[Collected data]
──────────

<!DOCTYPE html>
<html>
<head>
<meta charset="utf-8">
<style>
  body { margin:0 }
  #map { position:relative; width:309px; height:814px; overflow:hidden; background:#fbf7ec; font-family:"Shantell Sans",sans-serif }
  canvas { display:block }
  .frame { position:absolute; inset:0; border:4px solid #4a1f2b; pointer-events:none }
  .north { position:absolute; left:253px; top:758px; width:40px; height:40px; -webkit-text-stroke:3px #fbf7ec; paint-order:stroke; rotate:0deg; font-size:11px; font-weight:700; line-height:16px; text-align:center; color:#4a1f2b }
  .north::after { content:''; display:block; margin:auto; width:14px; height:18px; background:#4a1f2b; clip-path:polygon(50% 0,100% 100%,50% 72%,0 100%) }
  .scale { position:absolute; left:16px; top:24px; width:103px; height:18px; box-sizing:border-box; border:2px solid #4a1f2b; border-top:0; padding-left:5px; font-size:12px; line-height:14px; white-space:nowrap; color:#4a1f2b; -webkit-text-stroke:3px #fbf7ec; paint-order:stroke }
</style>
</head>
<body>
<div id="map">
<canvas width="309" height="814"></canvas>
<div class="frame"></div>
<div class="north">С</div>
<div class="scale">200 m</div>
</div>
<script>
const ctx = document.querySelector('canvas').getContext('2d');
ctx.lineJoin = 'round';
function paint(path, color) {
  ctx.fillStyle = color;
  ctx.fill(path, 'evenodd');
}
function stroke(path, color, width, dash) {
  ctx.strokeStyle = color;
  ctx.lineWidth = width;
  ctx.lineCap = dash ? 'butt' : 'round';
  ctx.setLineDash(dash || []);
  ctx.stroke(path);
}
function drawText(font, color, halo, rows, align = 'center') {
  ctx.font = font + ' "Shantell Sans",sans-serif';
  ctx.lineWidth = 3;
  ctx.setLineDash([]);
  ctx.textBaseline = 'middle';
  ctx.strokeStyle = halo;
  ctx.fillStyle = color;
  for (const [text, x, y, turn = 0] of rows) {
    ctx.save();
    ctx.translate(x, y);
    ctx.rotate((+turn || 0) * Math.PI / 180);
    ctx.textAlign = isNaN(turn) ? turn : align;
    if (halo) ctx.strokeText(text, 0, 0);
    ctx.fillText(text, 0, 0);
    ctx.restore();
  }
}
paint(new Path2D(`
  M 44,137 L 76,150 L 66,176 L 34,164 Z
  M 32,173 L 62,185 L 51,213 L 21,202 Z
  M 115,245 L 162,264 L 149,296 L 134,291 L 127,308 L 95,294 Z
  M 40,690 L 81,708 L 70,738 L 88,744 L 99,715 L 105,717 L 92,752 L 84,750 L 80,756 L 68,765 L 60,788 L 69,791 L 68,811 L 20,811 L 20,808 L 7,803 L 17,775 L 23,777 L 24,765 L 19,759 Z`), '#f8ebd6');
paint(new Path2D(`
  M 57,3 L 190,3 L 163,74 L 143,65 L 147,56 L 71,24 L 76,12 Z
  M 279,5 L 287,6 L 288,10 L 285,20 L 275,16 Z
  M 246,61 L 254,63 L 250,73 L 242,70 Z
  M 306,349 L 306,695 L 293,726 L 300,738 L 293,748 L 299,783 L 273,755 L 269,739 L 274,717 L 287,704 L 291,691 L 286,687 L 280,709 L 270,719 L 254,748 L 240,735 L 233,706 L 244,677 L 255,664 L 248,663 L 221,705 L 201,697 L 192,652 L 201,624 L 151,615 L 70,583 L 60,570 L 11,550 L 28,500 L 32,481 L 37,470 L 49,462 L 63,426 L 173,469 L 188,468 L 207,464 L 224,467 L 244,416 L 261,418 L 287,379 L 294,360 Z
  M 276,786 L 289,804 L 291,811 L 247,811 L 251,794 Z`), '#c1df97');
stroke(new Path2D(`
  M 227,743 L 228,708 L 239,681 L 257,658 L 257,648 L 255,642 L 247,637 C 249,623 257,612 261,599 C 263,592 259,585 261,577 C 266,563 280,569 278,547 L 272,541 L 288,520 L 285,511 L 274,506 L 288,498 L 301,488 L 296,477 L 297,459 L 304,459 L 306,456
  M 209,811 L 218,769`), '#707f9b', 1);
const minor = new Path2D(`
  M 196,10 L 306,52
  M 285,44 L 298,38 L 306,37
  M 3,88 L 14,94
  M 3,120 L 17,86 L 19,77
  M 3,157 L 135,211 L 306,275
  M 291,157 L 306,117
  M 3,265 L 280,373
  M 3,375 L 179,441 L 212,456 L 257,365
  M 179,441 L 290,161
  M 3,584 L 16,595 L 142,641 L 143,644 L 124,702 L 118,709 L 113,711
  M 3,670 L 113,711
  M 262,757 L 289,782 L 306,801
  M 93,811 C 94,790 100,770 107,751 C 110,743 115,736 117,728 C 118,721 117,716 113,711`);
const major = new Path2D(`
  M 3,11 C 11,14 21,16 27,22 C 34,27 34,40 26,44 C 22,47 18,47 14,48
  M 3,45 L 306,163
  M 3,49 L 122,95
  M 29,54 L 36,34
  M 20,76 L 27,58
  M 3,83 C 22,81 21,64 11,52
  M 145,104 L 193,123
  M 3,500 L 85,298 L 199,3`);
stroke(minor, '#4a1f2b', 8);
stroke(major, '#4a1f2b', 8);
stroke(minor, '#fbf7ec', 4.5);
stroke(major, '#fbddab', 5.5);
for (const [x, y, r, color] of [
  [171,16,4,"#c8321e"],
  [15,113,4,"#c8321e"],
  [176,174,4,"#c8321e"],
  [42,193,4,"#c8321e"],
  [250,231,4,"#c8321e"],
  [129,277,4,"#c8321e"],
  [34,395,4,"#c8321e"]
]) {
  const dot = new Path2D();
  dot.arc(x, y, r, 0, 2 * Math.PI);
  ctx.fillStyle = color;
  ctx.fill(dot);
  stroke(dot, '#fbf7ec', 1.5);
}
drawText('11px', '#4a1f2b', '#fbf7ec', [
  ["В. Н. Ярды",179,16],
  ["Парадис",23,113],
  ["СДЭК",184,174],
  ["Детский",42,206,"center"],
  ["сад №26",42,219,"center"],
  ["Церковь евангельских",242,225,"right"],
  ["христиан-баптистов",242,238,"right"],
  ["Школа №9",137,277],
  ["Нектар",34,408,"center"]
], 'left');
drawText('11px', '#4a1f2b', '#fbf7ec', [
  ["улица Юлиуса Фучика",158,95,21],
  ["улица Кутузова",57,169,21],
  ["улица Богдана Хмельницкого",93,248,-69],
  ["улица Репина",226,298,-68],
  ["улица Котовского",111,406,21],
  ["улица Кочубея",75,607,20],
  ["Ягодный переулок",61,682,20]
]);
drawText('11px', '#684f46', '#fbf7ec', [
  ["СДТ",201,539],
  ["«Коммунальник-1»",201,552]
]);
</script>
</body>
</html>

──────────

▶ **Task requirements**: Where does the word "Math" appear in the records? Copy every line that holds it.

▶ **Output of the exercise**:
    ctx.rotate((+turn || 0) * Math.PI / 180);
  dot.arc(x, y, r, 0, 2 * Math.PI);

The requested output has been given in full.